=== MATERIAL SUPPLIED ===

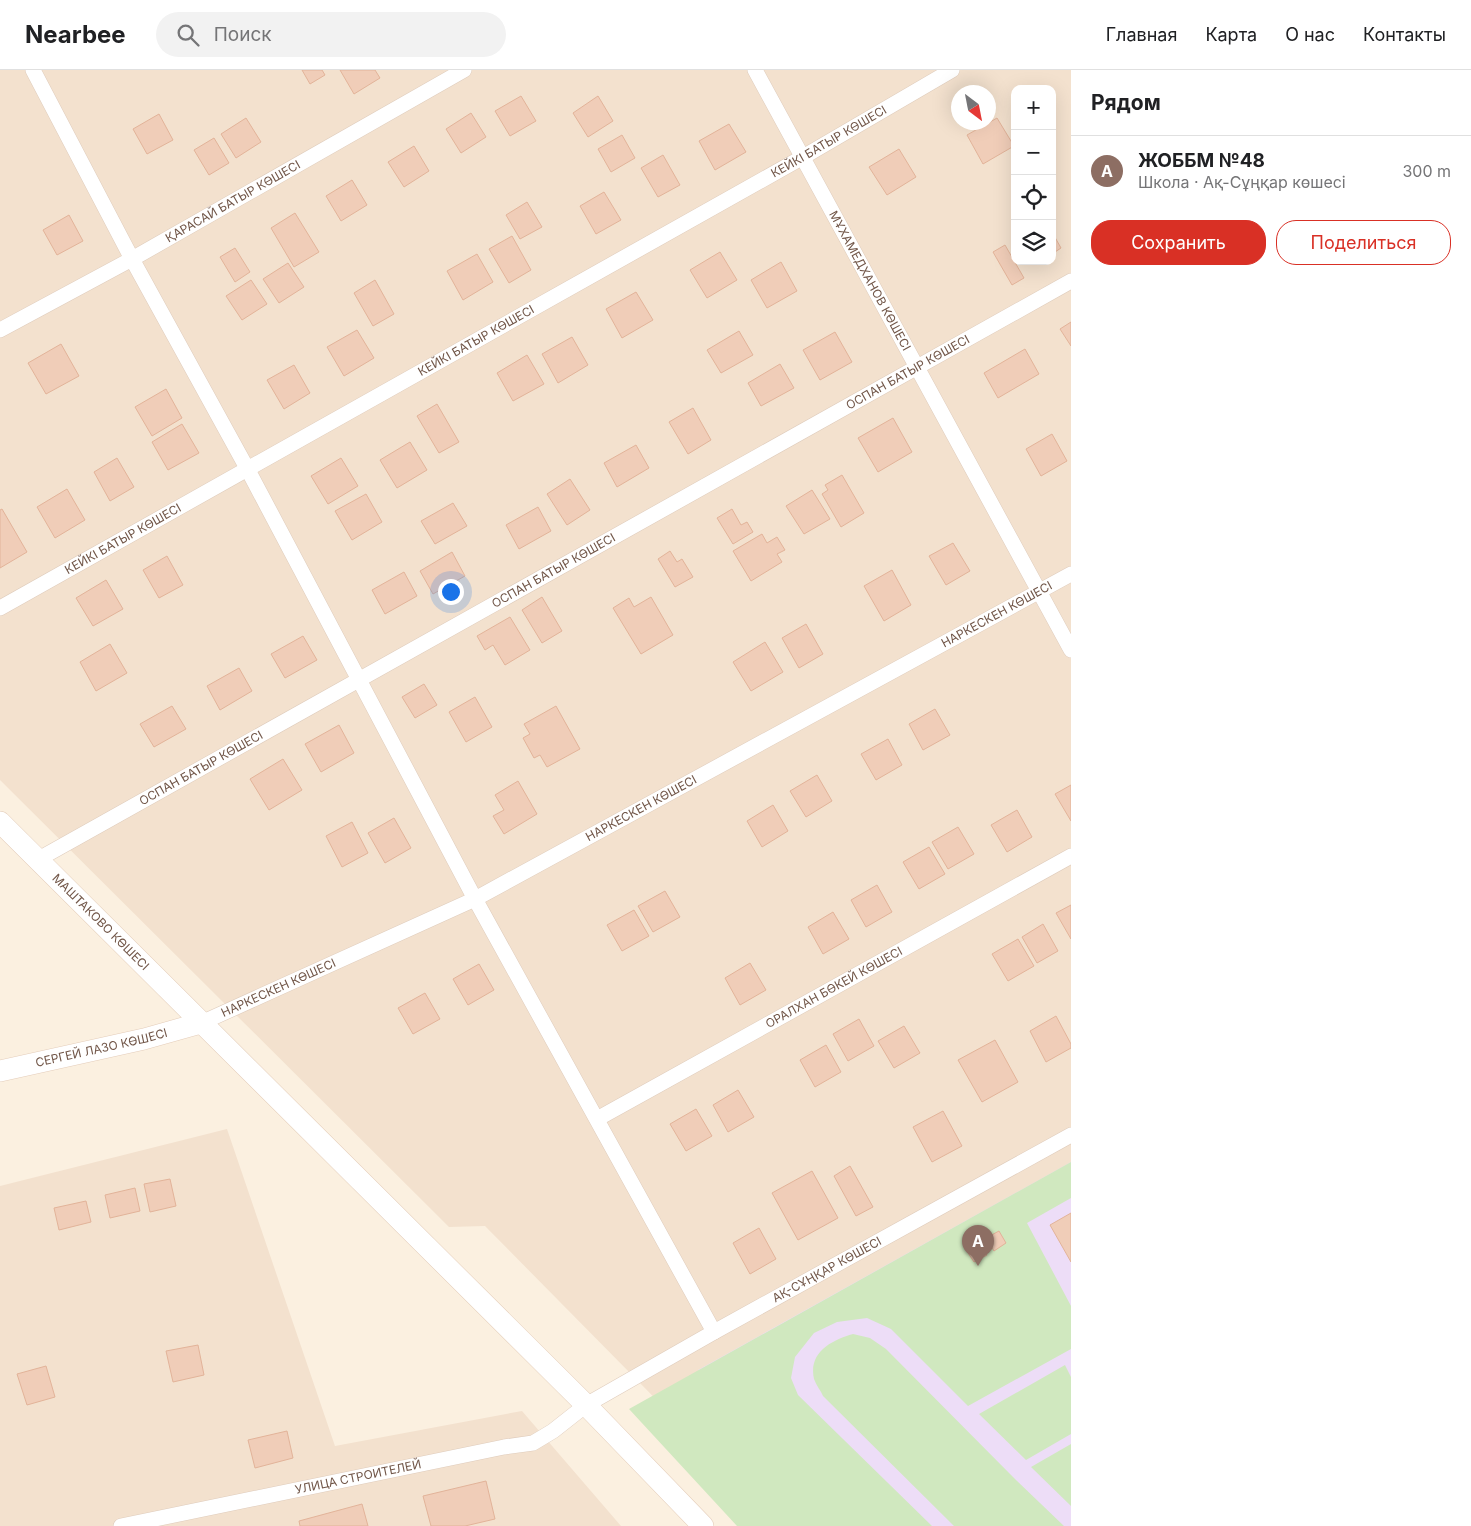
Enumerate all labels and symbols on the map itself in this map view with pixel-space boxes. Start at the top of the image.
north arrow [951,85,996,130]
street label: КЕЙКІ БАТЫР КӨШЕСІ [768,102,889,180]
street label: ҚАРАСАЙ БАТЫР КӨШЕСІ [163,157,303,245]
street label: МҰХАМЕДХАНОВ КӨШЕСІ [826,208,914,353]
street label: КЕЙКІ БАТЫР КӨШЕСІ [415,302,537,379]
street label: ОСПАН БАТЫР КӨШЕСІ [843,331,972,413]
street label: КЕЙКІ БАТЫР КӨШЕСІ [62,500,183,577]
street label: ОСПАН БАТЫР КӨШЕСІ [489,530,618,611]
street label: НАРКЕСКЕН КӨШЕСІ [938,578,1055,650]
your location [438,579,464,605]
street label: ОСПАН БАТЫР КӨШЕСІ [136,727,265,808]
street label: НАРКЕСКЕН КӨШЕСІ [583,772,699,844]
street label: МАШТАКОВО КӨШЕСІ [49,870,153,973]
street label: ОРАЛХАН БӨКЕЙ КӨШЕСІ [763,943,905,1031]
street label: НАРКЕСКЕН КӨШЕСІ [219,955,338,1020]
street label: СЕРГЕЙ ЛАЗО КӨШЕСІ [34,1025,169,1070]
pin: A [962,1225,994,1266]
street label: АҚ-СҰҢҚАР КӨШЕСІ [769,1233,884,1305]
street label: УЛИЦА СТРОИТЕЛЕЙ [293,1456,422,1497]

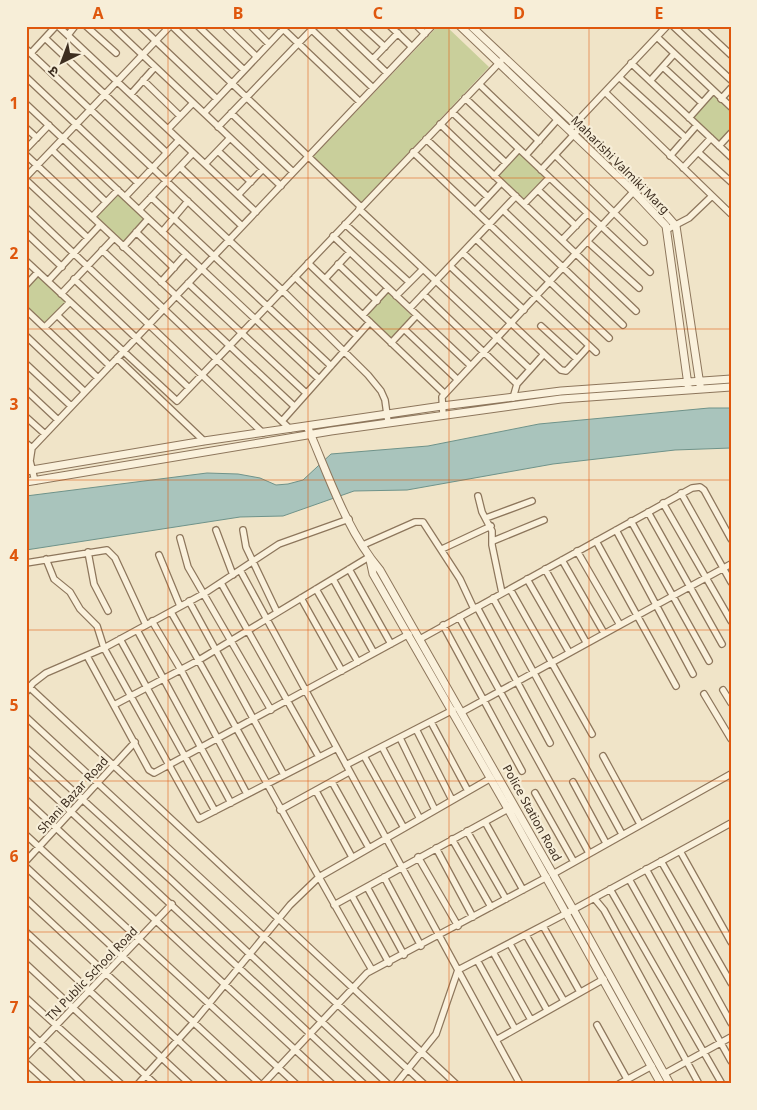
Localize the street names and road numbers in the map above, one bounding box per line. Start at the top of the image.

===

DESCRIPTION OF THE TASK: Return the material in full, word for word, and skip the pictures.

ANSWER SECTION:
Enumerate all labels and symbols on the map itself in this map view with pixel-space boxes. Start at the top of the image.
north arrow [951,85,996,130]
street label: КЕЙКІ БАТЫР КӨШЕСІ [768,102,889,180]
street label: ҚАРАСАЙ БАТЫР КӨШЕСІ [163,157,303,245]
street label: МҰХАМЕДХАНОВ КӨШЕСІ [826,208,914,353]
street label: КЕЙКІ БАТЫР КӨШЕСІ [415,302,537,379]
street label: ОСПАН БАТЫР КӨШЕСІ [843,331,972,413]
street label: КЕЙКІ БАТЫР КӨШЕСІ [62,500,183,577]
street label: ОСПАН БАТЫР КӨШЕСІ [489,530,618,611]
street label: НАРКЕСКЕН КӨШЕСІ [938,578,1055,650]
your location [438,579,464,605]
street label: ОСПАН БАТЫР КӨШЕСІ [136,727,265,808]
street label: НАРКЕСКЕН КӨШЕСІ [583,772,699,844]
street label: МАШТАКОВО КӨШЕСІ [49,870,153,973]
street label: ОРАЛХАН БӨКЕЙ КӨШЕСІ [763,943,905,1031]
street label: НАРКЕСКЕН КӨШЕСІ [219,955,338,1020]
street label: СЕРГЕЙ ЛАЗО КӨШЕСІ [34,1025,169,1070]
pin: A [962,1225,994,1266]
street label: АҚ-СҰҢҚАР КӨШЕСІ [769,1233,884,1305]
street label: УЛИЦА СТРОИТЕЛЕЙ [293,1456,422,1497]

Localize the street names and road numbers in the map above, one bounding box per line. Start at the top of the image.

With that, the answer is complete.